Camera Obscura – My Maudlin Career
(4AD, 2009)
If John Peel adored (or used to adore) you. You played in the BBC Radio 1 Sessions alongside Led, Doors, Hendrix, Pink, and Joy Division, just fewer times than the thirty-two of The Fall. Then, John said "Teenage Kicks" is the best song ever, and he was right. Peel, "slowely," was a serious one.
If Ivo Russell-Watts wants you under the 4AD label. Pixies, Cocteau Twins, Dead Can Dance record for his label, and he invented This Mortal Coil to have them sing cover versions of Tim Buckley and Big Star.
If you are commonly associated with the acoustically and chamber-like Pop of the "Belles and Sebastian-like" excellent Belle & Sebastian, and Stuart Murdoch himself ends up producing your debut album.

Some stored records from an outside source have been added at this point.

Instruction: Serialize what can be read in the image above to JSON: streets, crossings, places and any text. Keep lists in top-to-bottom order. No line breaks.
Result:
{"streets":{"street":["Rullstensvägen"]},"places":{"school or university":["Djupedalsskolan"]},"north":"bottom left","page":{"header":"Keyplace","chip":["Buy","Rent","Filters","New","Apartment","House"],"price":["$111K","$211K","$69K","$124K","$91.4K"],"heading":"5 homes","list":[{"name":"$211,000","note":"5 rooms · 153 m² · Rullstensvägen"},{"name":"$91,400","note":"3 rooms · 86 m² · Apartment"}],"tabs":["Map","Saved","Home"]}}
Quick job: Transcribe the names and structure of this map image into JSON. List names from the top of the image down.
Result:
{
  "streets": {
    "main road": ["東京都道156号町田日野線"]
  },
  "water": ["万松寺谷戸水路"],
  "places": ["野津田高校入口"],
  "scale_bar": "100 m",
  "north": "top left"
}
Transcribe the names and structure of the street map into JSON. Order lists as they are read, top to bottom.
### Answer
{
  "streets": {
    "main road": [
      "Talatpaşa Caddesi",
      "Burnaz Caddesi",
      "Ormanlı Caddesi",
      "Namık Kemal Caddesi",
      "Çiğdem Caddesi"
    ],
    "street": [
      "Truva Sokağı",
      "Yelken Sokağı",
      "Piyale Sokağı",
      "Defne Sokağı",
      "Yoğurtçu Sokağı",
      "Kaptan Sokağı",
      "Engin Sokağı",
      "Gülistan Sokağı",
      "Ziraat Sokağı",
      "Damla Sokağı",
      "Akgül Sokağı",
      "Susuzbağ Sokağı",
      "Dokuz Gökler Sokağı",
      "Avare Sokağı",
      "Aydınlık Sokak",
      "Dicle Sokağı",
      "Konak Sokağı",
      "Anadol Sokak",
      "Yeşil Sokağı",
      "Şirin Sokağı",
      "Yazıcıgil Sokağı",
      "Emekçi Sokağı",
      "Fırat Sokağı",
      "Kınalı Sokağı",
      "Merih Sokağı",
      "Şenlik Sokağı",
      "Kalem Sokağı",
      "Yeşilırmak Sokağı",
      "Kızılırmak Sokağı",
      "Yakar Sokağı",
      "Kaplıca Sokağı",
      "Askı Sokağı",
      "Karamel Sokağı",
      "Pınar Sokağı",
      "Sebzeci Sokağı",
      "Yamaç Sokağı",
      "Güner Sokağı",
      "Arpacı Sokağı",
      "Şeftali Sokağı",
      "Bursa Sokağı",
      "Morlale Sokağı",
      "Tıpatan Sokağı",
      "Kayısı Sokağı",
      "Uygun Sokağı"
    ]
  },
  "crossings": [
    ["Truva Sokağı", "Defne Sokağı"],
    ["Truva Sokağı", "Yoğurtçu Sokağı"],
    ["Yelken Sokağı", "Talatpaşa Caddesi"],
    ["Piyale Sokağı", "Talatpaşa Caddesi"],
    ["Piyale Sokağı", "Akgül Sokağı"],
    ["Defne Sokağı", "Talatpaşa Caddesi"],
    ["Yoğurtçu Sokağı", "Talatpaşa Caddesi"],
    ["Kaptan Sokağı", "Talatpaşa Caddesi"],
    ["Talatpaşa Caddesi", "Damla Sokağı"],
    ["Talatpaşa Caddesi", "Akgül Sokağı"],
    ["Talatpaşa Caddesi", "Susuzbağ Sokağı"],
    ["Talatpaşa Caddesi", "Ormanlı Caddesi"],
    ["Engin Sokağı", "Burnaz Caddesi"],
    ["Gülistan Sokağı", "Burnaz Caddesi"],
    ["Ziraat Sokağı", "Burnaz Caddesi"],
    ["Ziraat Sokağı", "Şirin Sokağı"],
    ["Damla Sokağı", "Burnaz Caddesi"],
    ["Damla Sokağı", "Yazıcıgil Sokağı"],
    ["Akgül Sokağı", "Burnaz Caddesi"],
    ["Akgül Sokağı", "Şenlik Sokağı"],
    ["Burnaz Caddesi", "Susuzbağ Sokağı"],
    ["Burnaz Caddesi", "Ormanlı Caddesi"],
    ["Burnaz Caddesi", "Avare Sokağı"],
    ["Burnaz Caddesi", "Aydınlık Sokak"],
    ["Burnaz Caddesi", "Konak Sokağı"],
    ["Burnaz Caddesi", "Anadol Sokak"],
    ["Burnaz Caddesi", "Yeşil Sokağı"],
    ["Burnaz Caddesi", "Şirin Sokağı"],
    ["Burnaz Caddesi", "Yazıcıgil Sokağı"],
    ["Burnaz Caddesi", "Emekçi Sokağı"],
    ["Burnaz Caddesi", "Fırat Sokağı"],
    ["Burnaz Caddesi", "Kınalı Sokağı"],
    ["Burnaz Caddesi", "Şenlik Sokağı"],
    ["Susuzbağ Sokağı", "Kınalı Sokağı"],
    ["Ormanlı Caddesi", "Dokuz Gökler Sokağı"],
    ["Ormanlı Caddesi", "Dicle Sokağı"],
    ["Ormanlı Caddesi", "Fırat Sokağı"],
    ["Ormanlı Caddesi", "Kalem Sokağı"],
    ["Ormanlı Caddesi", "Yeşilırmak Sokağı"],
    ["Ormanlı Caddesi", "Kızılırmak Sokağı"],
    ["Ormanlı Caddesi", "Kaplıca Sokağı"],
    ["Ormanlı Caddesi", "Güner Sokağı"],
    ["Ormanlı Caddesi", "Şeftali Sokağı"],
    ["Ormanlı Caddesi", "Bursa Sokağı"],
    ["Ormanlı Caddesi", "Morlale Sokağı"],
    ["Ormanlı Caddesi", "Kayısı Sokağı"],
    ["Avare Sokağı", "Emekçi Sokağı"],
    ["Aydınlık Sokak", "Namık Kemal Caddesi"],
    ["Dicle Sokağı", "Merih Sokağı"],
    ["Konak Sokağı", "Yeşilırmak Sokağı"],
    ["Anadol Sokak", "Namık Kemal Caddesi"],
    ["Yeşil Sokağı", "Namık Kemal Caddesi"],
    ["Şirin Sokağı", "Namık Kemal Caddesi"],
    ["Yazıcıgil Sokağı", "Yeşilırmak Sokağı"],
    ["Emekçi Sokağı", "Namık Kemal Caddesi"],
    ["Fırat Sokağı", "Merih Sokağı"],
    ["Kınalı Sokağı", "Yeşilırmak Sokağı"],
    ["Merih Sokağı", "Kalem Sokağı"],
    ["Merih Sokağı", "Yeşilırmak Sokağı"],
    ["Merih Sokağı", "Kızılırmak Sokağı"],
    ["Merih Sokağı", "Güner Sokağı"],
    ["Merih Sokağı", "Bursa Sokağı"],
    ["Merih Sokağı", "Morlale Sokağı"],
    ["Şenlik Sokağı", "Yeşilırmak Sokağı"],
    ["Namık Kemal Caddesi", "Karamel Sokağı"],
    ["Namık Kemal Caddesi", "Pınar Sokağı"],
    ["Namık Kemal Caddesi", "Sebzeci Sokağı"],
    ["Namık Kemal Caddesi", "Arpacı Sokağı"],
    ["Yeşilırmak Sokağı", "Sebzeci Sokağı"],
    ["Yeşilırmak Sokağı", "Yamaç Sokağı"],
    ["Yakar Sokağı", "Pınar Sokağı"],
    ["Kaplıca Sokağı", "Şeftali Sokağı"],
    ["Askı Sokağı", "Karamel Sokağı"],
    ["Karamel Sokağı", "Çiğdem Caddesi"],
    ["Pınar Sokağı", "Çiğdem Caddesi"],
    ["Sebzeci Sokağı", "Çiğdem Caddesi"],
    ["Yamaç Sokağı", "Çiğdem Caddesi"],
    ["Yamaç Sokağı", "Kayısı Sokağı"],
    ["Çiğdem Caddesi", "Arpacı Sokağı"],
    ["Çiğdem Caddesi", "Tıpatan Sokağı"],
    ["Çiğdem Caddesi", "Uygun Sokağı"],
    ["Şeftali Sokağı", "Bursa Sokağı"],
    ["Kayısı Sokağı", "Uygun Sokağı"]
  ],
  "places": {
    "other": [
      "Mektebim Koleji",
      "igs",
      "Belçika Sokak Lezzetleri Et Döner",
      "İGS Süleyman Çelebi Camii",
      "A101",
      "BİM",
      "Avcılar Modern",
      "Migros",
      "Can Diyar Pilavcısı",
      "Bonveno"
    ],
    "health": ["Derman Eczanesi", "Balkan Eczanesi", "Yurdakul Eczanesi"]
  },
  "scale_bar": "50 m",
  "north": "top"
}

If even "there's something rotten in Denmark," if even there is something "rotten" in Johnny, if even "fresh fruit is mistaken for rotten vegetables," well, there is definitely something good in the Camera Obscura sextet, Scots from Glasgow, the creation of crystalline singer, dusty guitarist, retro singer-songwriter Tracyanne Campbell.
Their sound is Twee pop, a bubble-gummy subgenre of Indie pop. Creators of a predominantly Country Pop blend, voluminous, rich in nuance. Chamber Indie Pop, with string orchestrations and also brass, with rhythms close to Jazz, with some Motown influence. Epigones of Belle and Sebastian and, in part, of Stereolab, they worshiped/loved Van Morrison and internalized the most romantic songwriting of Paul Simon. Sentimental and sweet, yet with Raphael-esque grace. A taste for the past, flattering, placed like a seal on the arm and the heart. The audio itself is retro. Campbell's voice comes from afar. Distant. Antiquated. Almost from a gramophone. Yet that airy voice carries weight.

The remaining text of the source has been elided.